Als er geen profetie is, wordt het volk ontbloot; maar welgelukzalig is hij, die de wet bewaart.
19 O servo não será corrigido por meio de palavras; porque [ainda que] entenda, mesmo assim ele não responderá [corretamente].
Een knecht zal door de woorden niet getuchtigd worden; hoewel hij u verstaat, nochtans zal hij niet antwoorden.
20 Viste um homem precipitado em suas palavras? Mais esperança há para um tolo do que para ele.
Hebt gij een man gezien, die haastig in zijn woorden is? Van een zot is meer verwachting dan van hem.
21 Aquele que mima a seu servo desde a infância, por fim ele quererá ser [seu] filho.
Als men zijn knecht van jongs op weeldig houdt, hij zal in zijn laatste een zoon willen zijn.

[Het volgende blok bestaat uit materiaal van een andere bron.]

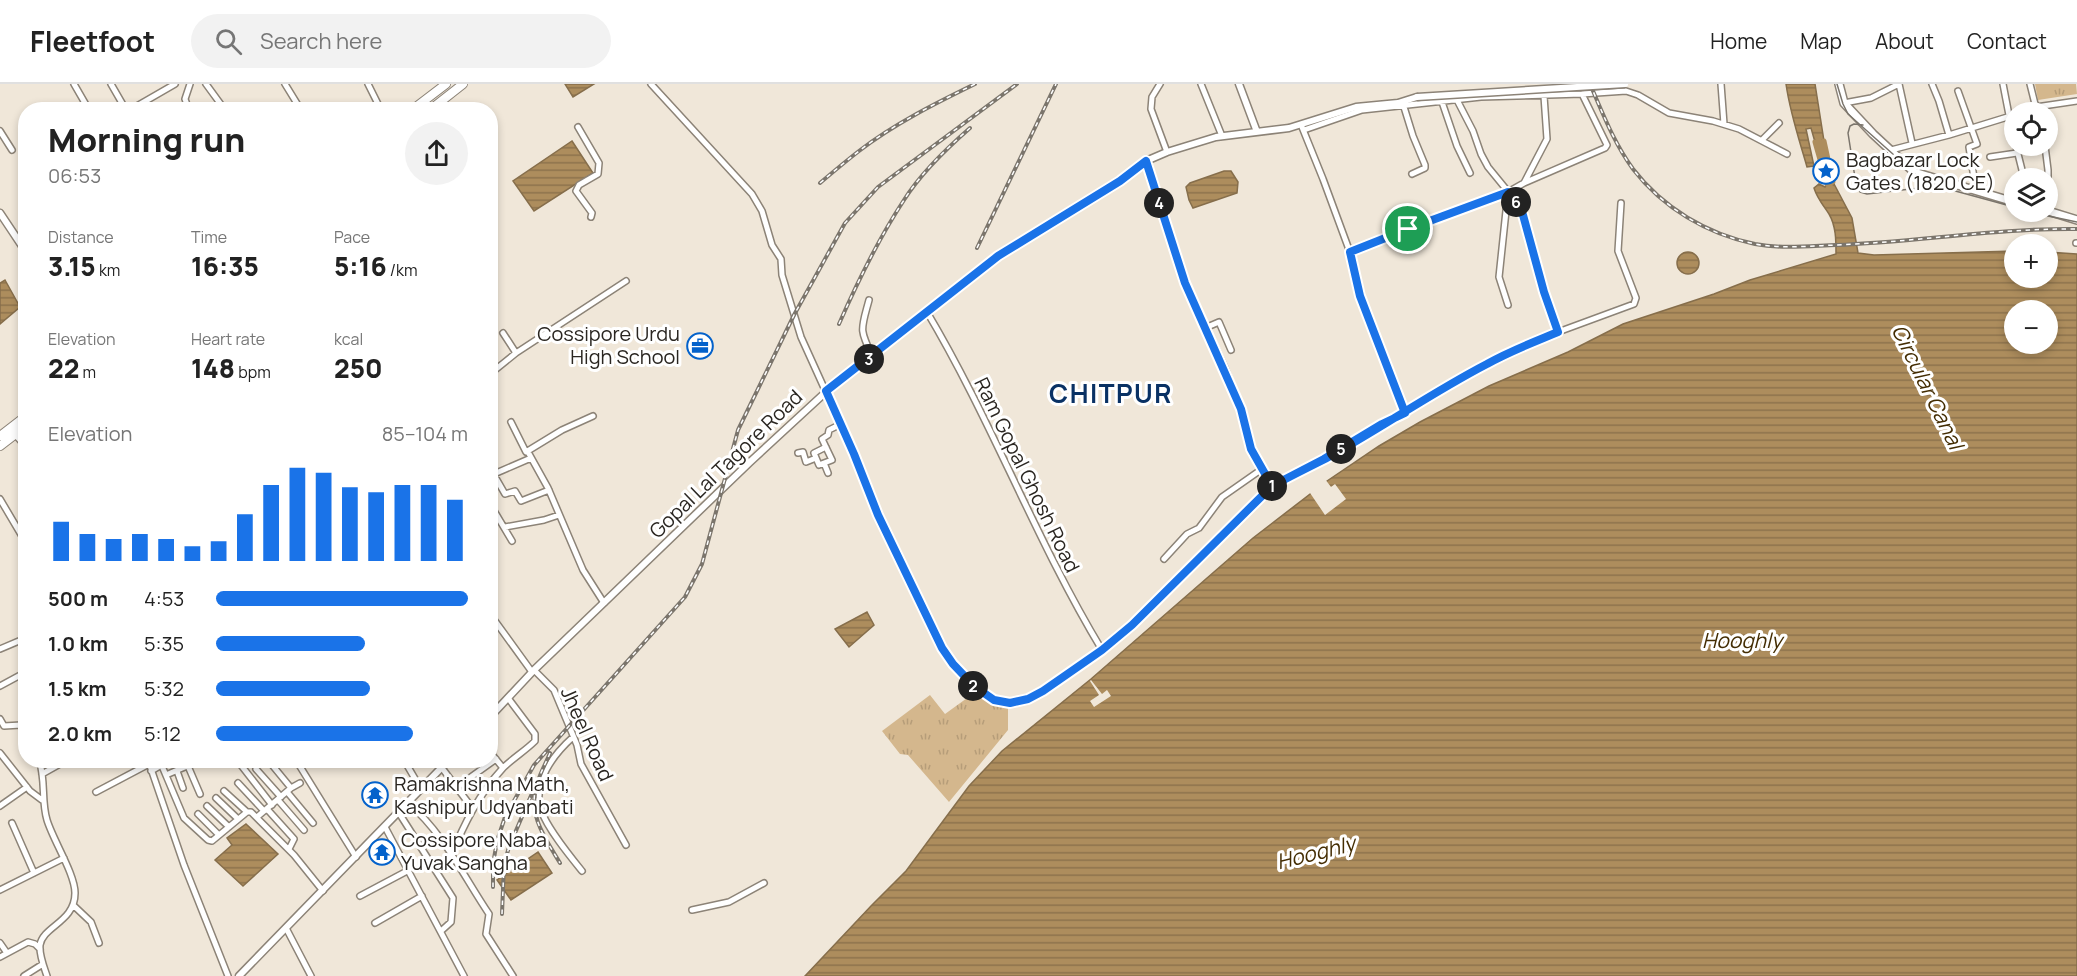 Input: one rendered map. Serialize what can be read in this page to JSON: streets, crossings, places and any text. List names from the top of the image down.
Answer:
{
  "streets": {
    "street": ["Gopal Lal Tagore Road", "Ram Gopal Ghosh Road", "Jheel Road"]
  },
  "crossings": [
    ["Gopal Lal Tagore Road", "Ram Gopal Ghosh Road"],
    ["Gopal Lal Tagore Road", "Jheel Road"]
  ],
  "districts": ["CHITPUR"],
  "water": ["Circular Canal", "Hooghly"],
  "places": {
    "place": ["Bagbazar Lock Gates (1820 CE)"],
    "office": ["Cossipore Urdu High School"],
    "temple": ["Ramakrishna Math, Kashipur Udyanbati", "Cossipore Naba Yuvak Sangha"]
  },
  "page": {
    "header": "Fleetfoot",
    "search": "Search here",
    "nav": [
      "Home",
      "Map",
      "About",
      "Contact"
    ],
    "map_buttons": ["+", "−"],
    "heading": ["Morning run", "06:53"],
    "pins": [
      "6",
      "4",
      "3",
      "5",
      "1",
      "2"
    ],
    "stats": [
      ["Distance", "3.15 km"],
      ["Time", "16:35"],
      ["Pace", "5:16 /km"],
      ["Elevation", "22 m"],
      ["Heart rate", "148 bpm"],
      ["kcal", "250"]
    ],
    "chart": ["Elevation", "85–104 m"],
    "list": [
      {
        "name": "500 m",
        "note": "4:53"
      },
      {
        "name": "1.0 km",
        "note": "5:35"
      },
      {
        "name": "1.5 km",
        "note": "5:32"
      },
      {
        "name": "2.0 km",
        "note": "5:12"
      }
    ]
  }
} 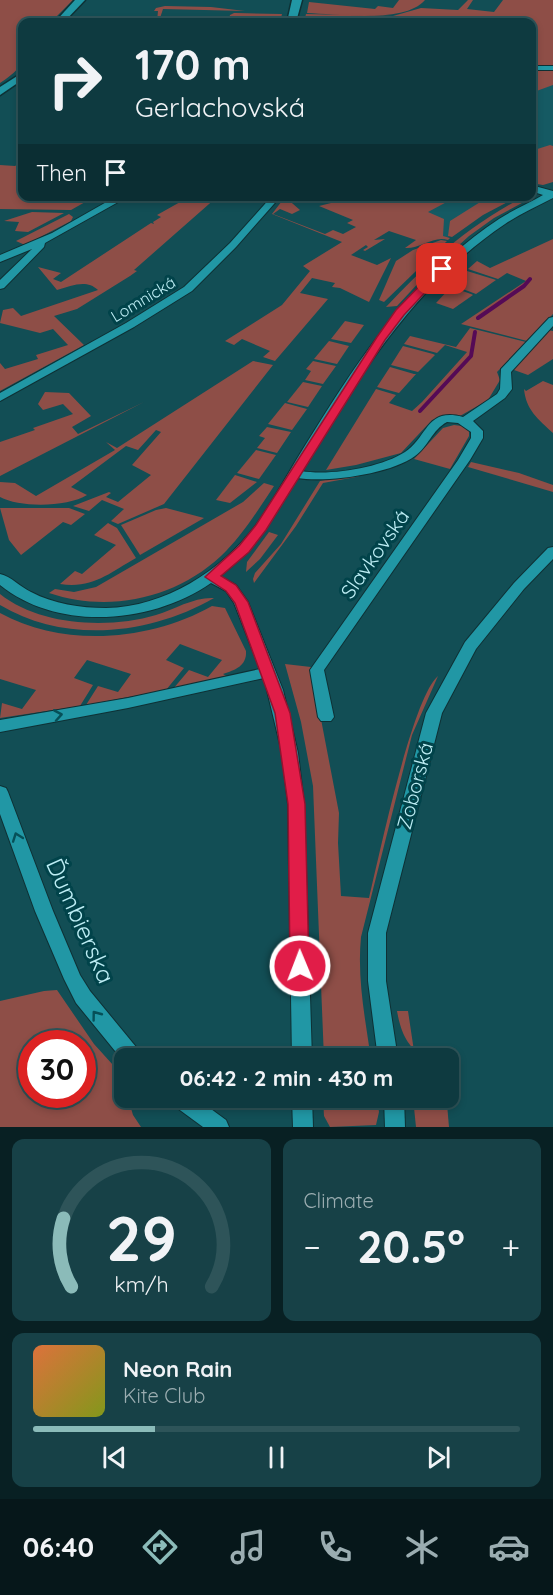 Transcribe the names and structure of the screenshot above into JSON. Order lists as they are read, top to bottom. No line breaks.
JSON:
{"streets":{"street":["Lomnická","Slavkovská","Zoborská","Ďumbierska"]},"one_way":["Ďumbierska"],"page":{"turn":["170 m","Gerlachovská"],"then":"Then","limit":"30","trip":"06:42 · 2 min · 430 m","tile":"Climate","heat":["−","20.5°","+"],"song":["Neon Rain","Kite Club"],"tabs":"06:40","gauge":["29","km/h"]}} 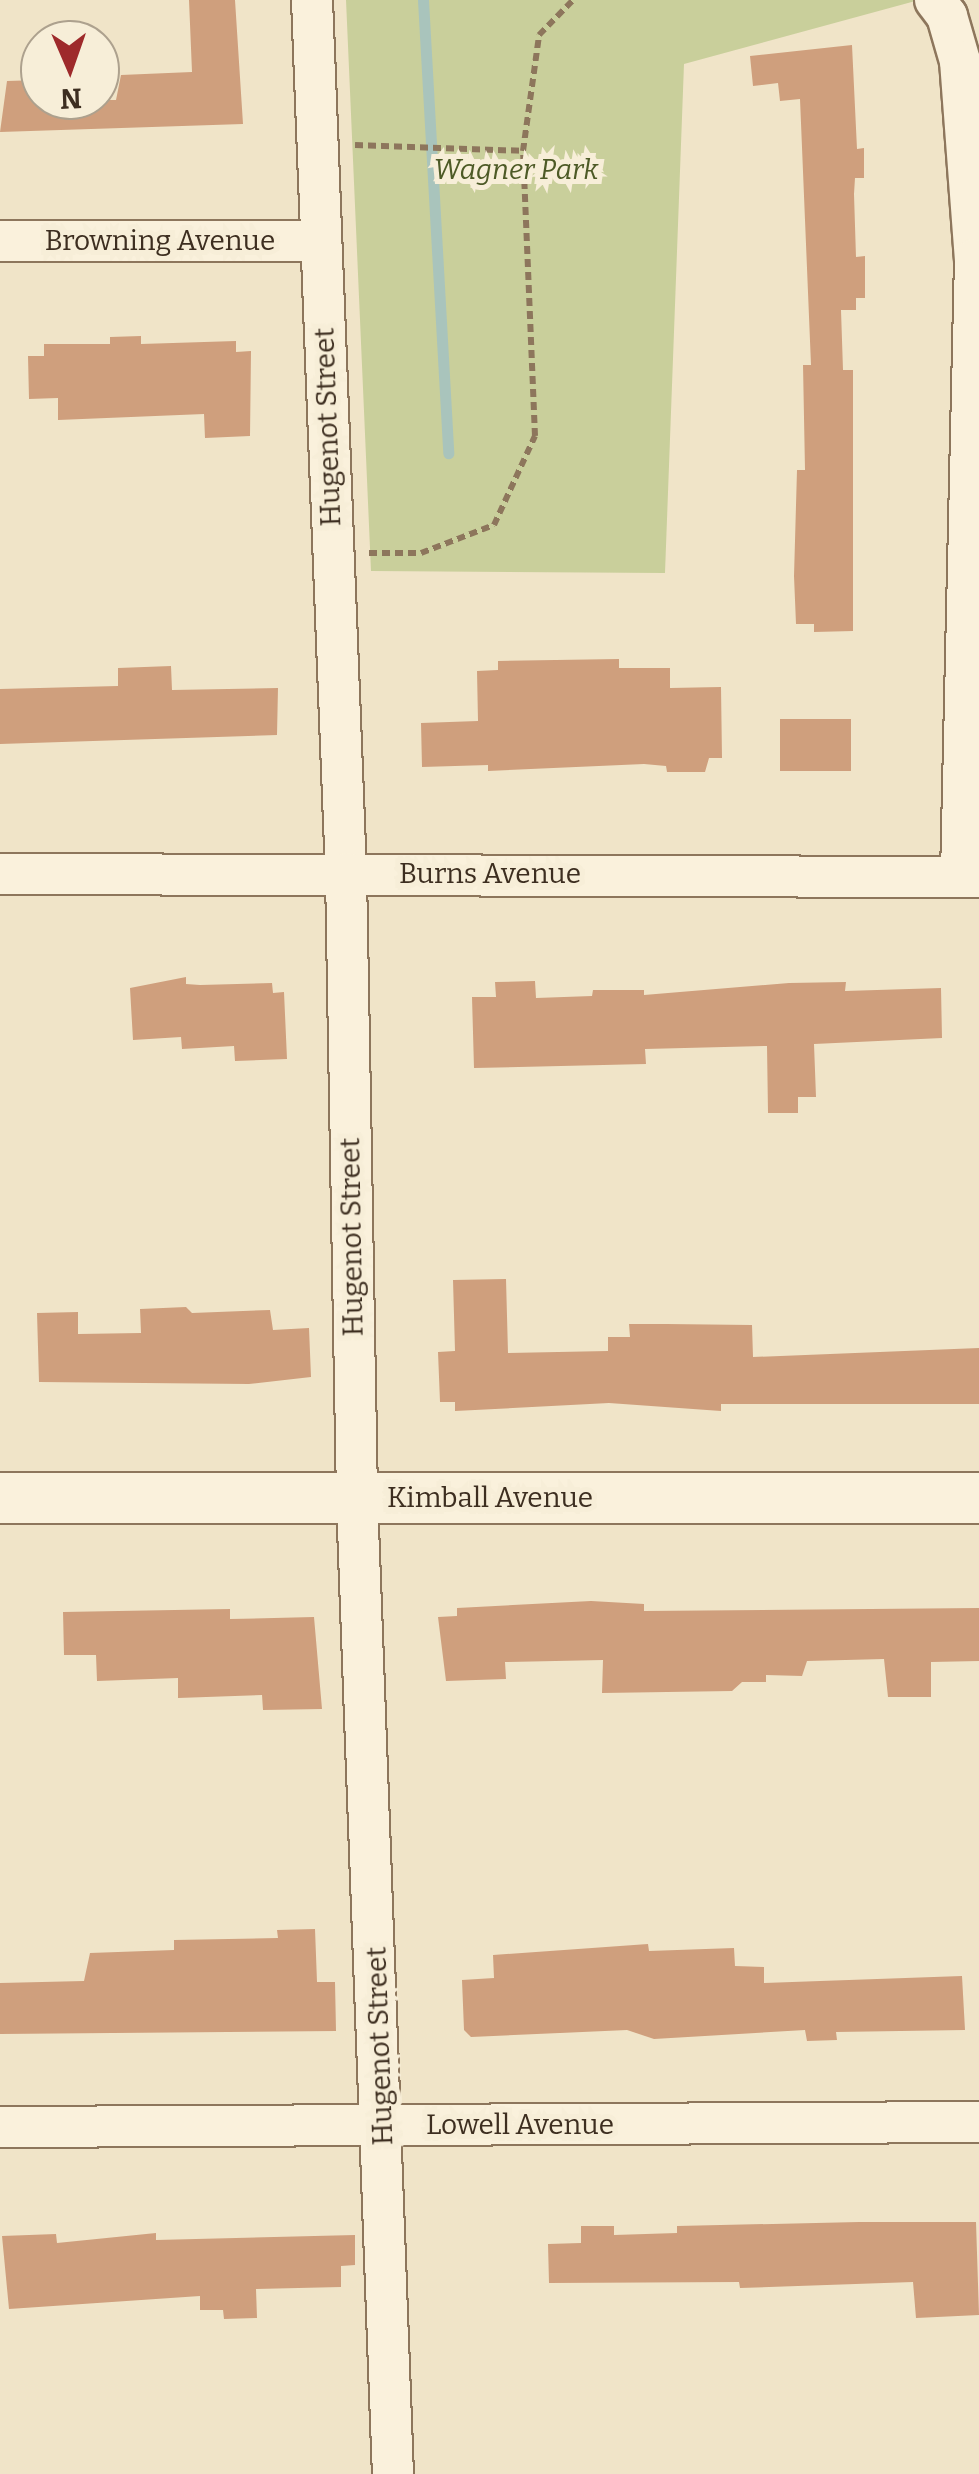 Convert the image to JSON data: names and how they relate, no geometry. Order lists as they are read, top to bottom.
{
  "streets": {
    "street": [
      "Browning Avenue",
      "Hugenot Street",
      "Burns Avenue",
      "Kimball Avenue",
      "Lowell Avenue"
    ]
  },
  "crossings": [
    ["Browning Avenue", "Hugenot Street"],
    ["Hugenot Street", "Burns Avenue"],
    ["Hugenot Street", "Kimball Avenue"],
    ["Hugenot Street", "Lowell Avenue"]
  ],
  "parks": ["Wagner Park"],
  "north": "bottom"
}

22 O homem que se irrita facilmente levanta brigas; e o furioso multiplica as transgressões.
Een toornig man verwekt gekijf; en de grammoedige is veelvoudig in overtreding.
23 A arrogância do homem o abaterá; mas o humilde de espírito obterá honra.
De hoogmoed des mensen zal hem vernederen; maar de nederige van geest zal de eer vasthouden.
24 Aquele que reparte com o ladrão odeia sua [própria] alma; ele ouve maldições e não [o] denuncia.
Die met een dief deelt, haat zijn ziel; hij hoort een vloek, en hij geeft het niet te kennen.
25 O temor do homem arma ciladas; mas o que confia no senhor ficará em segurança.
De siddering des mensen legt een strik; maar die op den HEERE vertrouwt, zal in een hoog vertrek gesteld worden.
26 Muitos buscam a face do governante; mas o julgamento de cada um [vem] do SENHOR.
Velen zoeken het aangezicht des heersers; maar een ieders recht is van den HEERE.
27 O justos odeiam ao homem perverso; e o injusto odeia aos que andam no caminho correto.
Een ongerechtig man is den rechtvaardige een gruwel; maar die recht is van weg, is den goddeloze een gruwel.